This invention relates generally to fuel injection systems for diesel engines, and particularly to systems employing fuel injectors of the type known as ALCO injectors, originally manufactured by American Bosch for the former American Locomotive Company. Such systems comprise an injection pump, a nozzle-and-holder assembly, and high-pressure tubing joining the pump to the assembly.
In recent years the diesel engine industry has been under continuing pressure to reduce noxious emissions without unduly sacrificing fuel efficiency, or even while improving fuel efficiency. Engine emissions performance has improved, while maintaining acceptable fuel efficiencies, but pressure for further improvements remains.
An important element in these improvements is the modification of existing designs of diesel injection systems, particularly modification of existing injection nozzle-and-holder assemblies, especially the nozzles. In the never-ending pursuit of reduced exhaust emissions and improved fuel economy, modern fuel injection systems are operating at injection pressures considerably above those prevailing when ALCO injectors were introduced, and industry efforts are continuing to develop systems for still higher injection pressures. While it is not economically feasible to retrofit older engines with newer injection technologies, it is possible to make improvements in components of injection systems used with older engines and thereby increase to a meaningful extent the injection pressure at the nozzle orifices.
ALCO nozzle-and-holder assemblies and nozzles are a notable example of such systems. Similarly to some other older systems, those employing ALCO nozzles generally include a nozzle body, in which a nozzle body chamber is formed. The nozzle body terminates in a nozzle tip and houses a nozzle valve. The seat on which the nozzle valve closes is formed in the nozzle body at the bottom of the nozzle body chamber and is open-centered. It may be referred to as the body seat. Lower parts of the body seat lie in an imaginary conical surface. Below the nozzle body chamber is a small spray-hole feed chamber or “sac.” The spray holes, or orifices, are distributed around the sac and lead to the engine combustion chamber when the nozzle is installed.

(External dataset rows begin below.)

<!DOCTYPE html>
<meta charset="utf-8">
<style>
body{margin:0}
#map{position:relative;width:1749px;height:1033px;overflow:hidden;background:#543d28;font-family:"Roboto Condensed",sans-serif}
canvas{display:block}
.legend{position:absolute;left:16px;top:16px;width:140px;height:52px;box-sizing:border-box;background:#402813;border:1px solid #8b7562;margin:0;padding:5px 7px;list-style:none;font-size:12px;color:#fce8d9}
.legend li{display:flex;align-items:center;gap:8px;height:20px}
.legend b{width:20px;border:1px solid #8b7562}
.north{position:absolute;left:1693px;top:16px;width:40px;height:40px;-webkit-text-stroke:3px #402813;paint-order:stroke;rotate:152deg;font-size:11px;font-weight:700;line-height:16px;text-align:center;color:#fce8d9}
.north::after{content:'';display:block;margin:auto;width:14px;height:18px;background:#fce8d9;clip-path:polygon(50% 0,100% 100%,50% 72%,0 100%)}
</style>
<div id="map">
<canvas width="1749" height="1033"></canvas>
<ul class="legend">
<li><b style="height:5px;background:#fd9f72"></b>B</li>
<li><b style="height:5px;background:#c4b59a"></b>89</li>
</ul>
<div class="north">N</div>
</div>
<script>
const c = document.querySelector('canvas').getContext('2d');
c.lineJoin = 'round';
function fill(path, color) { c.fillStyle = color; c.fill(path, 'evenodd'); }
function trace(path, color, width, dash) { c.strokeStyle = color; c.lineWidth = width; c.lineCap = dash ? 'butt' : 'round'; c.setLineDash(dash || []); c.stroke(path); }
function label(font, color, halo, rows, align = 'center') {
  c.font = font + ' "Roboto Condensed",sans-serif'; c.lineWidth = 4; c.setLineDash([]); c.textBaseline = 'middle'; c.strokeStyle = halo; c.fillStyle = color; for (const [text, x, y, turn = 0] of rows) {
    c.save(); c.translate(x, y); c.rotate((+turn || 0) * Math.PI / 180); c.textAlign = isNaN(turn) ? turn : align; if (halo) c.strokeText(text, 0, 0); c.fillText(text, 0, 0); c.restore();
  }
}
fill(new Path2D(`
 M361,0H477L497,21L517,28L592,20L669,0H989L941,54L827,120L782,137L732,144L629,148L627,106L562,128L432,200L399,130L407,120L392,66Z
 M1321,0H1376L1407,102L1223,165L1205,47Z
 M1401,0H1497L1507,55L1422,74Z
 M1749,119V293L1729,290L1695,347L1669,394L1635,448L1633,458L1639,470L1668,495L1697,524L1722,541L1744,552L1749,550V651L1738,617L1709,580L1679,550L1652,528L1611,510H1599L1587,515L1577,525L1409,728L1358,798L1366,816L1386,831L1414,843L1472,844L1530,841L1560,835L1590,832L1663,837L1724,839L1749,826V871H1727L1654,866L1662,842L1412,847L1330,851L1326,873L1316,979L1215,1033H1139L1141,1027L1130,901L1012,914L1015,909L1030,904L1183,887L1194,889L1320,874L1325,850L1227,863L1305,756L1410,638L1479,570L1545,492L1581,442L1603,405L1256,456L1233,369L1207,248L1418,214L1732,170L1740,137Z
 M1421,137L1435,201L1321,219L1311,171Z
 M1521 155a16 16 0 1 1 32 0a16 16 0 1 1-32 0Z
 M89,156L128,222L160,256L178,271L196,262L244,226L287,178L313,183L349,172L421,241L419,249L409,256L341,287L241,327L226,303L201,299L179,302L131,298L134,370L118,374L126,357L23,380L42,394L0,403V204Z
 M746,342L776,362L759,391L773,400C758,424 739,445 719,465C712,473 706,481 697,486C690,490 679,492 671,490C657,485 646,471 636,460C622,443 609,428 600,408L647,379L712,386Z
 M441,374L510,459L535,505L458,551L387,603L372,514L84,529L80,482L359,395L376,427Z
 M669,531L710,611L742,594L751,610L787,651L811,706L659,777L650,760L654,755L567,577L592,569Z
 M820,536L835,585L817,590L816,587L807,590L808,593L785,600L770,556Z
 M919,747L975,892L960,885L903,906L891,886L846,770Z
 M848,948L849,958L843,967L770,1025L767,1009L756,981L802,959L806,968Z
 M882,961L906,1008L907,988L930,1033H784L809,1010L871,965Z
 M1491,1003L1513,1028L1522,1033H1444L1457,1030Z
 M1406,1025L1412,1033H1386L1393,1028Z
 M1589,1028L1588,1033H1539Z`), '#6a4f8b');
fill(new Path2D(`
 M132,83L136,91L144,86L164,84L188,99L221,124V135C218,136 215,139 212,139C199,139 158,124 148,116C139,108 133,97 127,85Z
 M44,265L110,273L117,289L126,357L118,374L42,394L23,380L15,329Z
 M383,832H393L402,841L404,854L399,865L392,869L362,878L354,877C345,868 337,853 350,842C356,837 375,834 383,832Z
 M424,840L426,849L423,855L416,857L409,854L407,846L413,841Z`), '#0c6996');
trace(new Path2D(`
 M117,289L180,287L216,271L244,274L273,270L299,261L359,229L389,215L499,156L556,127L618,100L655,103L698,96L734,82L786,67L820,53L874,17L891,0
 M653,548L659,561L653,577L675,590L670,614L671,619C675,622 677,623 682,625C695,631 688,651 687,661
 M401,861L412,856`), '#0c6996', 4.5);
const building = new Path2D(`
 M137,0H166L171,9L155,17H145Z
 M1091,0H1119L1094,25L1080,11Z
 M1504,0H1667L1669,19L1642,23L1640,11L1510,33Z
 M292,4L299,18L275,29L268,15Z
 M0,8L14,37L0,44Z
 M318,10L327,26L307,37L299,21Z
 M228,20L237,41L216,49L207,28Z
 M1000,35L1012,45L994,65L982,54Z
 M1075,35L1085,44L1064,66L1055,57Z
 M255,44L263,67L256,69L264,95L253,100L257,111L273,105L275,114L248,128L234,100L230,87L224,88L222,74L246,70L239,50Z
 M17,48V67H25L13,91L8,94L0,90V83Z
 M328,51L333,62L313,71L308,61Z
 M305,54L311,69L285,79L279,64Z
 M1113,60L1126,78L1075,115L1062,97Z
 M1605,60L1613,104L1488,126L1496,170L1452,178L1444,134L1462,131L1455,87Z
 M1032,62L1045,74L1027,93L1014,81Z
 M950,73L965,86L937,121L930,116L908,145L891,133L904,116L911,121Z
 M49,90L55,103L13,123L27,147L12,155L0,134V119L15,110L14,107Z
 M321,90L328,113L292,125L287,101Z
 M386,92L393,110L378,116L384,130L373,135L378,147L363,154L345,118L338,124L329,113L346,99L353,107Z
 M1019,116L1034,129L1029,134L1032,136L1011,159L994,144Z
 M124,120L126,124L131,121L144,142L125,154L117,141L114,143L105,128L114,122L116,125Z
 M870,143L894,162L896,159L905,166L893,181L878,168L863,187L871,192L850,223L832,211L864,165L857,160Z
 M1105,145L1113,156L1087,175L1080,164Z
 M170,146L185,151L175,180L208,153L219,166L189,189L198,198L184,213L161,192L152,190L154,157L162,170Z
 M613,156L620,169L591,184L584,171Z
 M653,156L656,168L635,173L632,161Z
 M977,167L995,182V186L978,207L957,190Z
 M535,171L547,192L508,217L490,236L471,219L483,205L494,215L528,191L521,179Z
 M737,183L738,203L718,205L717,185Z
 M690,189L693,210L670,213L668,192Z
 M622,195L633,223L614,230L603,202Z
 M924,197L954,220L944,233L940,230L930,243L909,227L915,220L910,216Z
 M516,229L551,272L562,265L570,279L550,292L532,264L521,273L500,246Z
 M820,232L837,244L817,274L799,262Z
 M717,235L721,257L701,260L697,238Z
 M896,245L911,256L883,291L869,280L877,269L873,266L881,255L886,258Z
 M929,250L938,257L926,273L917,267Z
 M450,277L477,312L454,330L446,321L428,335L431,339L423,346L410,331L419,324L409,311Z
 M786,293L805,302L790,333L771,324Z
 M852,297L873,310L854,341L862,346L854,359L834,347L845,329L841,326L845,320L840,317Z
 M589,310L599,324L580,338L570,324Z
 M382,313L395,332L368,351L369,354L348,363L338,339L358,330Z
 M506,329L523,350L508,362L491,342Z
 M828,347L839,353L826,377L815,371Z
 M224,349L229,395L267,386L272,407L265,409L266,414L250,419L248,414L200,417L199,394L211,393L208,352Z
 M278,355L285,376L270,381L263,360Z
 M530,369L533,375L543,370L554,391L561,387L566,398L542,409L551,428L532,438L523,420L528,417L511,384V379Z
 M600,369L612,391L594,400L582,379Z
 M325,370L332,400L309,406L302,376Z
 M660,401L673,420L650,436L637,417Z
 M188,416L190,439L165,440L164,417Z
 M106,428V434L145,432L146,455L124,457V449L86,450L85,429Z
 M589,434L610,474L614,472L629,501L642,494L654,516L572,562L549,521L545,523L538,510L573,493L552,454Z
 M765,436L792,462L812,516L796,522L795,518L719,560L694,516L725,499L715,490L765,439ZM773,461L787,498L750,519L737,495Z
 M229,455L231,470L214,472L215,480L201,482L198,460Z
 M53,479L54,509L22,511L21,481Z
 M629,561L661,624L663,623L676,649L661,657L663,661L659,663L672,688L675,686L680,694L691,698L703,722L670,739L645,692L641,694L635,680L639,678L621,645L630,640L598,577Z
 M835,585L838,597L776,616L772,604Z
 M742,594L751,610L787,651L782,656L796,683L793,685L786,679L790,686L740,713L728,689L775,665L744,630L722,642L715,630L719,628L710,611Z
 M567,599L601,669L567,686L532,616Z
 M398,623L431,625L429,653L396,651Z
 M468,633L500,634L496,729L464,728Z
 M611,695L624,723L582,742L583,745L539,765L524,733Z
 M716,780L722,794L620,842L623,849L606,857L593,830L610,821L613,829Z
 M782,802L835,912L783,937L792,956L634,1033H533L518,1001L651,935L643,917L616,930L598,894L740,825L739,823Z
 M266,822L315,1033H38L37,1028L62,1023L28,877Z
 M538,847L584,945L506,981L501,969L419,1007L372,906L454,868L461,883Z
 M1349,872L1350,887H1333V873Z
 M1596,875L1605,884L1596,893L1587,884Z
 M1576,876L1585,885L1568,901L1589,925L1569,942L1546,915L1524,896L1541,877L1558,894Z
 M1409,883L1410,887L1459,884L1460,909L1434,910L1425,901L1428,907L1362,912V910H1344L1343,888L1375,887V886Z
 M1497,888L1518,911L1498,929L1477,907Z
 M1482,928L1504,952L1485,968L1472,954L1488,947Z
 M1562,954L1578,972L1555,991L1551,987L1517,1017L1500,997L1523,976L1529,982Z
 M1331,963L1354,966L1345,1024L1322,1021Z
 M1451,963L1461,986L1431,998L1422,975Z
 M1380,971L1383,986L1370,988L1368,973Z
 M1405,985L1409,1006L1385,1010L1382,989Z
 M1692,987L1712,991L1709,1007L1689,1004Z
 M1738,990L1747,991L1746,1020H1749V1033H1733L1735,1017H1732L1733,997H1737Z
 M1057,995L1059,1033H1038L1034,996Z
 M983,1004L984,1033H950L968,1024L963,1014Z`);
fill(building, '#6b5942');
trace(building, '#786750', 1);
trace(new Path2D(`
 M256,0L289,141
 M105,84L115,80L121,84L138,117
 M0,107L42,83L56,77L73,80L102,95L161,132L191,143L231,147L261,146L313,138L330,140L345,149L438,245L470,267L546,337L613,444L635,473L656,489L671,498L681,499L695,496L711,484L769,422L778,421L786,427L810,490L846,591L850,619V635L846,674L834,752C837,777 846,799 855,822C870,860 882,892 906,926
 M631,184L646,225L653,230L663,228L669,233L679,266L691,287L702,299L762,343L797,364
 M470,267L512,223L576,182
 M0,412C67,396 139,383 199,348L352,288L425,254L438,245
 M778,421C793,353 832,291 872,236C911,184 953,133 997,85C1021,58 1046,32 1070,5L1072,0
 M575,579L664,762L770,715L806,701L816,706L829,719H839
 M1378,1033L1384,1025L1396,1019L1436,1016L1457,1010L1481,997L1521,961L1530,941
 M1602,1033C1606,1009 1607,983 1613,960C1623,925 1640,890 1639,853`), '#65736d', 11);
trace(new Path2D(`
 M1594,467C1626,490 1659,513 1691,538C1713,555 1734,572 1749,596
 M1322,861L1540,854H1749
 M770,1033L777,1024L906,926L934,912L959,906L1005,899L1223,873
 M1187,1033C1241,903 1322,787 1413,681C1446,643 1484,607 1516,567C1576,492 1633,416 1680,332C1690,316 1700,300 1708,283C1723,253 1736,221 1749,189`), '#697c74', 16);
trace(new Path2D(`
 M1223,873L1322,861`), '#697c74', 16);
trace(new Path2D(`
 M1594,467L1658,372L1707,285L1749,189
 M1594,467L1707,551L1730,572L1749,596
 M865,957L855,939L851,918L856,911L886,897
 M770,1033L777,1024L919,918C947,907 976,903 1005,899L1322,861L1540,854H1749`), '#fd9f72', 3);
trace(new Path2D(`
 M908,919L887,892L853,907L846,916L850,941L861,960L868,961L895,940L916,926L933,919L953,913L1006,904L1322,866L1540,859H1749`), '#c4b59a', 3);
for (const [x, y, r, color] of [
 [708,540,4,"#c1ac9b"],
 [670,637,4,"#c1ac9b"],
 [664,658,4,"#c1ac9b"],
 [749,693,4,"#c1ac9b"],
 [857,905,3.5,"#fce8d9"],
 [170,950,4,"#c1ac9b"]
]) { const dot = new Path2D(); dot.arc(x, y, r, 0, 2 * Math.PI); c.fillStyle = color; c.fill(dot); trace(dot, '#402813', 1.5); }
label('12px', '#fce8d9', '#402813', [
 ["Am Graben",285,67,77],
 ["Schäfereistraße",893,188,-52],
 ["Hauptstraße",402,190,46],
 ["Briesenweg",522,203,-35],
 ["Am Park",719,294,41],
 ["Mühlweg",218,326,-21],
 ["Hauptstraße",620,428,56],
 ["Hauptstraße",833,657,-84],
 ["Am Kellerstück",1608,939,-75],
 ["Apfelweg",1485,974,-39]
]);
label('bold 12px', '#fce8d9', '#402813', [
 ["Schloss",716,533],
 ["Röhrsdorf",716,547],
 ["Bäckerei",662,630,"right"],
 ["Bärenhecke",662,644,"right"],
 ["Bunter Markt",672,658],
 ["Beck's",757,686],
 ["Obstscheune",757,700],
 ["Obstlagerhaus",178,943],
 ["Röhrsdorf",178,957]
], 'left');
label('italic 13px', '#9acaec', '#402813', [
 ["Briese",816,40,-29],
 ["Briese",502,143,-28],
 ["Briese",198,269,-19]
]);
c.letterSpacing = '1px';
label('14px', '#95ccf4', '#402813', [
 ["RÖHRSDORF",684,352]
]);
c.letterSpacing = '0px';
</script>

One consideration in the design of such systems is the seat/orifice ratio, namely, the ratio, at full valve lift, between (i) the governing or minimum flow area at the body seat and (ii) the collective cross-sectional area of the spray holes. Lower seat/orifice ratios are associated with higher pressure drops through the body seat and lower injection pressures at the nozzle orifices, with a resultant degeneration of fuel penetration and fuel dispersion in the engine cylinder. Seat/orifice ratios over 2 or not too far below 2 are generally considered acceptable, while lower ratios are not. However, in certain high rated engines, when the orifice area required for the engine power rating gets to be too large for the nozzle size accommodated in the engine cylinder head, the seat/orifice ratio is considered not excessively restrictive down to 1.5, and in extreme cases is compromised down to 1.35.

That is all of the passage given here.